We report the results of our remaining business activities in Other. As a result of our decision to exit certain product lines, Other
also includes our baseband products and our OMAP™ applications processors and connectivity products sold into smartphones and
consumer tablets. These products, which we refer to as “legacy wireless products, were part of our former Wireless segment. The
Wireless segment was eliminated effective January 1, 2013. To conform to this revised reporting structure, we filed a Form 8-K on
May 3, 2013, to recast prior period segment information presented in our Form 10-K for the year ended December 31, 2012. See Note
16 for additional information on our business segments.
Basis of presentation
The consolidated financial statements have been prepared in accordance with accounting principles generally accepted in the United States
(U.S. GAAP). The basis of these financial statements is comparable for all periods presented herein.

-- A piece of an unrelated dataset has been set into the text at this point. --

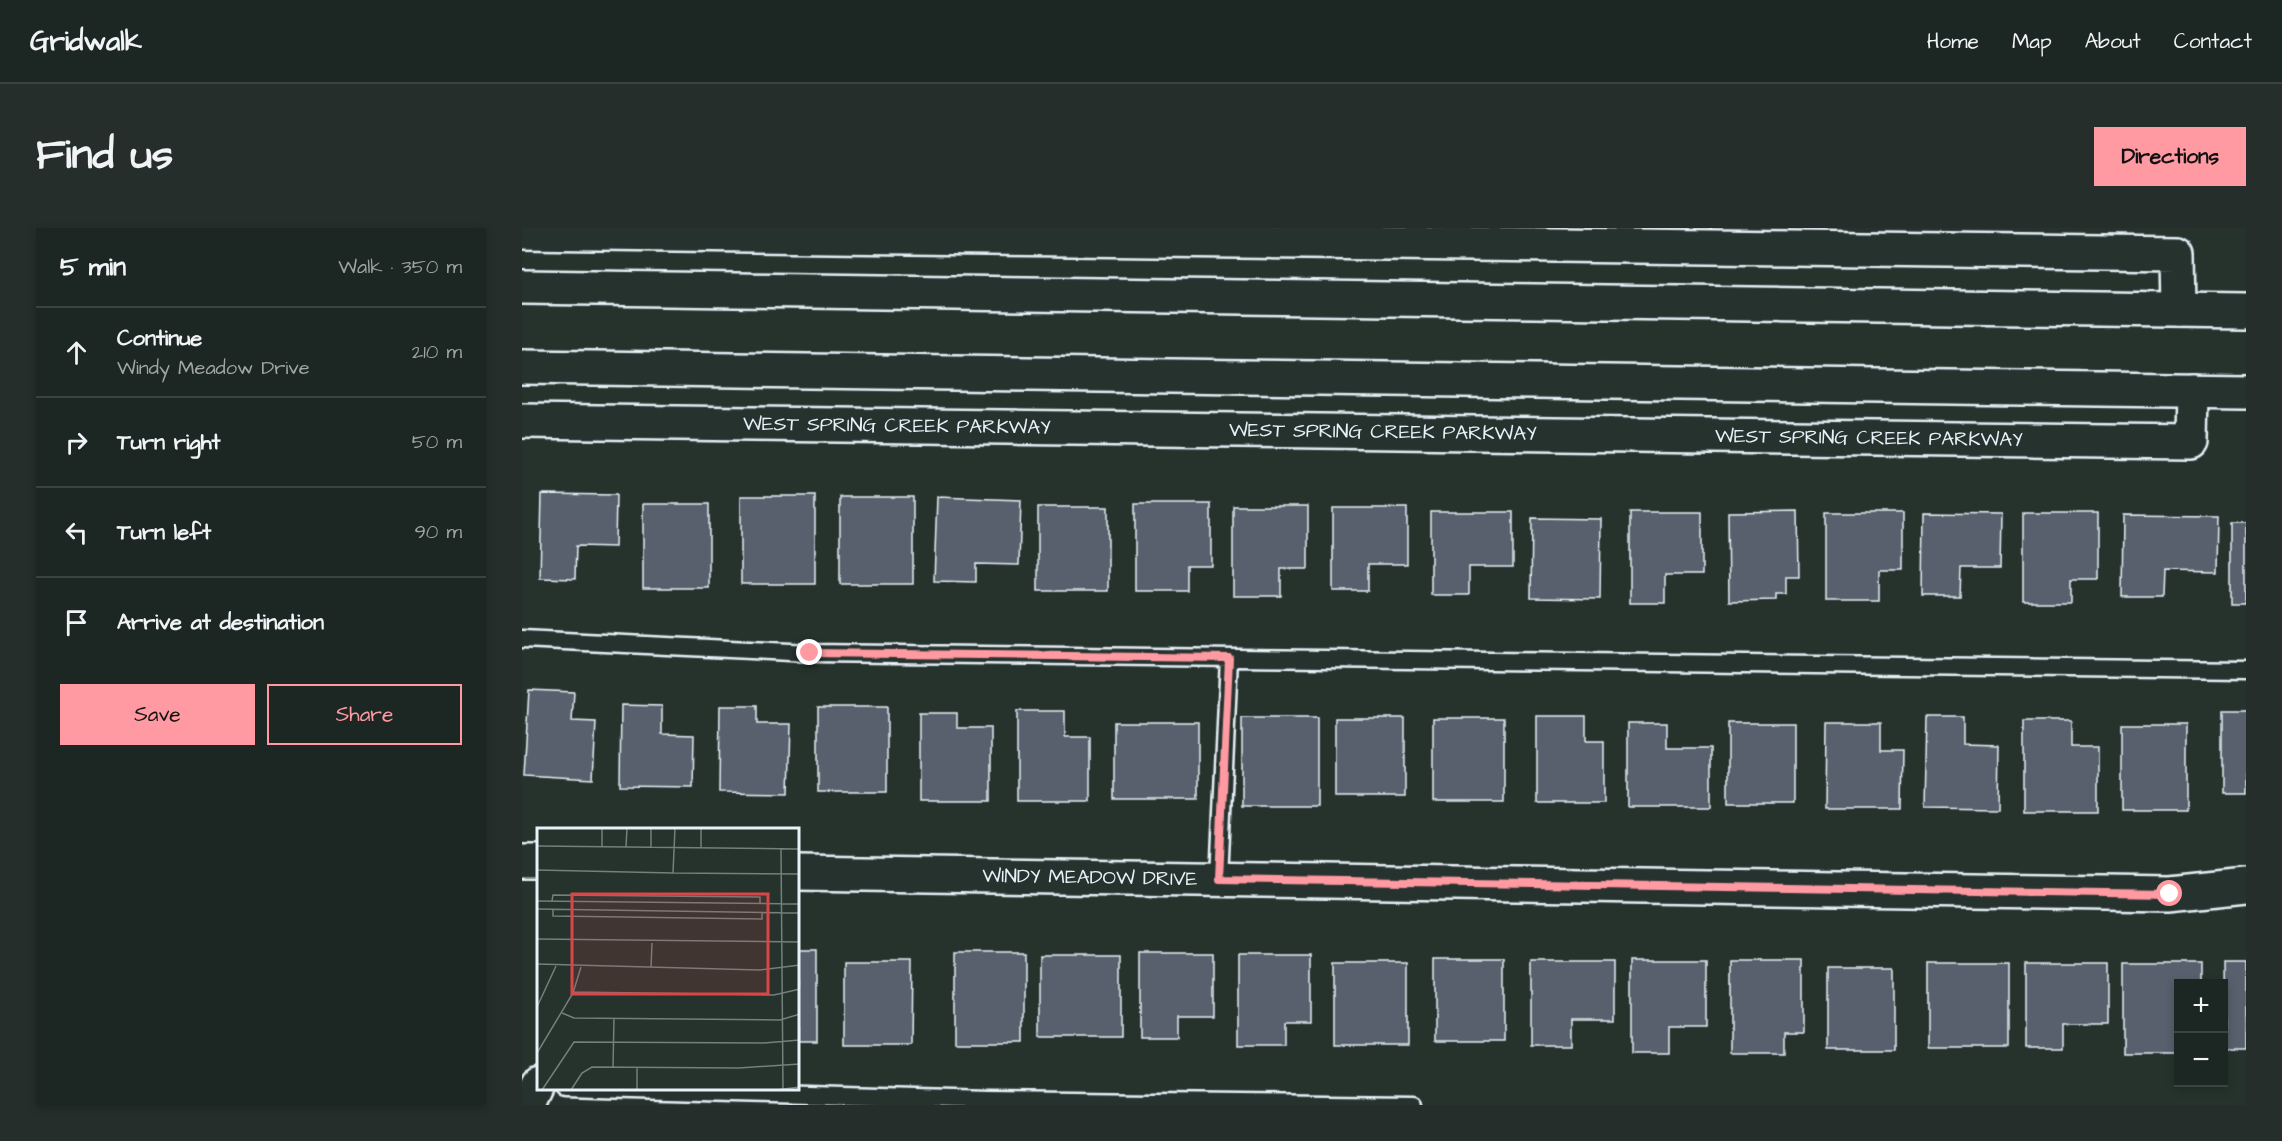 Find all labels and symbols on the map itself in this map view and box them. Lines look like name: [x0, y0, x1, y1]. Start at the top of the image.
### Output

The consolidated financial statements include the accounts of all subsidiaries. All intercompany balances and transactions have
been eliminated in consolidation. All dollar amounts in the financial statements and tables in these notes, except per-share amounts,
are stated in millions of U.S. dollars unless otherwise indicated. We have reclassified certain amounts in the prior periods’ financial
statements to conform to the 2013 presentation. The preparation of financial statements requires the use of estimates from which final
results may vary.
In September 2011, we completed the acquisition of National. We accounted for this transaction under Accounting Standards
Codification (ASC) 805 – Business Combinations, and the consolidated financial statements include the results of operations of National
from the date of acquisition. See Note 2 for more information.
Revenue recognition
We recognize revenue from direct sales of our products to our customers, including shipping fees, when title and risk of loss pass to
the customer, which usually occurs upon shipment or delivery, depending upon the terms of the sales order; when persuasive evidence
of an arrangement exists; when sales amounts are fixed or determinable; and when collectability is reasonably assured. Revenue from
sales of our products that are subject to inventory consignment agreements is recognized consistent with the principles discussed
above, but delivery occurs when the customer pulls product from consignment inventory that we store at designated locations.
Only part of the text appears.